Democratic Vice President Al Gore's frequent sighs in a 2000 debate with Republican George W. Bush fared poorly with voters, and President George H.W. Bush's quick glance at his watch during a 1992 debate made him seem impatient.
Neither Obama nor Romney committed a debate-defining body language gaffe in the first of three presidential debates before the November 6 election.
Despite their differences, the two men shared a mostly polite stage rapport. They shook hands warmly at the beginning and end of the encounter, each using a free arm to touch the other man's shoulder.

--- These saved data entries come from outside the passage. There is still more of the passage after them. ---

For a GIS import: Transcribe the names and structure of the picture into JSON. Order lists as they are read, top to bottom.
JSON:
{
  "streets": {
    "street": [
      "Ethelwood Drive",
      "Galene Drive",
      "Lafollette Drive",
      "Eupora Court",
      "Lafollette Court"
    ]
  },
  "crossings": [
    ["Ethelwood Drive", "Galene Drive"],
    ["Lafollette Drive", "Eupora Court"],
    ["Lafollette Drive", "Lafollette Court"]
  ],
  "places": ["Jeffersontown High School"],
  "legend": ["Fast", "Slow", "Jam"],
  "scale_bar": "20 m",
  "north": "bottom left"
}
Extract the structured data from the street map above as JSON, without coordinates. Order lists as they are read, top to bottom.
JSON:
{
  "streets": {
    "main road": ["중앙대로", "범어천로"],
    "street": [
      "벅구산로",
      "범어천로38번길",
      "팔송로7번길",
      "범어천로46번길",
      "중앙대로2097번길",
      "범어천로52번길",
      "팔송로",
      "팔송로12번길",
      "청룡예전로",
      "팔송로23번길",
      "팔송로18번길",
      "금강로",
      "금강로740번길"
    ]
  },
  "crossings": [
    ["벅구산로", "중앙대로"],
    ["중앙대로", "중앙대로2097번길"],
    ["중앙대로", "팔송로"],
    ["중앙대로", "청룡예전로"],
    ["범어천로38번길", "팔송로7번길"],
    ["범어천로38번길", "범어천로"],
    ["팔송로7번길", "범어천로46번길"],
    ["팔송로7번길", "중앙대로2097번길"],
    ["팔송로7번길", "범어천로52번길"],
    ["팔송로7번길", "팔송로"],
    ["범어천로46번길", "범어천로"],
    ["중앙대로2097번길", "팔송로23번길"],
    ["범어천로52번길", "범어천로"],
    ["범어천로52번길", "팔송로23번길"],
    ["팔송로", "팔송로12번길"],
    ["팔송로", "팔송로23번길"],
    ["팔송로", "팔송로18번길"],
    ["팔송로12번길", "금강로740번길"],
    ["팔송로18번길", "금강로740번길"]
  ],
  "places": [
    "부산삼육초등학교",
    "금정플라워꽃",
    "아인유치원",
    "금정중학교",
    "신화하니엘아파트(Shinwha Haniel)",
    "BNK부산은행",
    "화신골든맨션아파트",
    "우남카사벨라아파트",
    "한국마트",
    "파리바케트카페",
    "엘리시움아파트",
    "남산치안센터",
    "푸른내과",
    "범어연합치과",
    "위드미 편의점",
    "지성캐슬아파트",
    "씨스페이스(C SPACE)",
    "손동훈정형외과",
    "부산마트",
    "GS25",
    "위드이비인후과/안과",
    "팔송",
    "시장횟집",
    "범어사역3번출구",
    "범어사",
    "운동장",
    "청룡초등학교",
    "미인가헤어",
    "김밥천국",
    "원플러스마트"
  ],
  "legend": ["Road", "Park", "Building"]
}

While Obama in 2008 referred to opponent Senator John McCain by his first name during some debates, he and Romney, a former Massachusetts governor, addressed each other using titles throughout the night.
But Romney's more assertive style conveyed confidence and authority, while Obama seemed detached and less engaged.
"Obama remained overly controlled and contained in both his face and in his body - whereas Romney let his energy pour out," said Peggy Hackney, a body language expert at the University of California Berkeley and New York University.
"Romney was much more fully invested in his gestures and his flow spread throughout his body more often, making him seem more authentic and less studied or worried."
The campaigns had their own ratings for how their candidates performed stylistically. An Obama aide said Romney appeared testy and defensive, while a Romney aide said the president "struggled."
With Obama ahead in the polls before the debate, only a shift in the numbers will show whether his and Romney's body language had more than just a visual impact.
"I think Romney helped himself by looking engaged and energized, but overall this does not seem like the kind of debate that will move the electorate in dramatic fashion," said Princeton University history professor Julian Zelizer.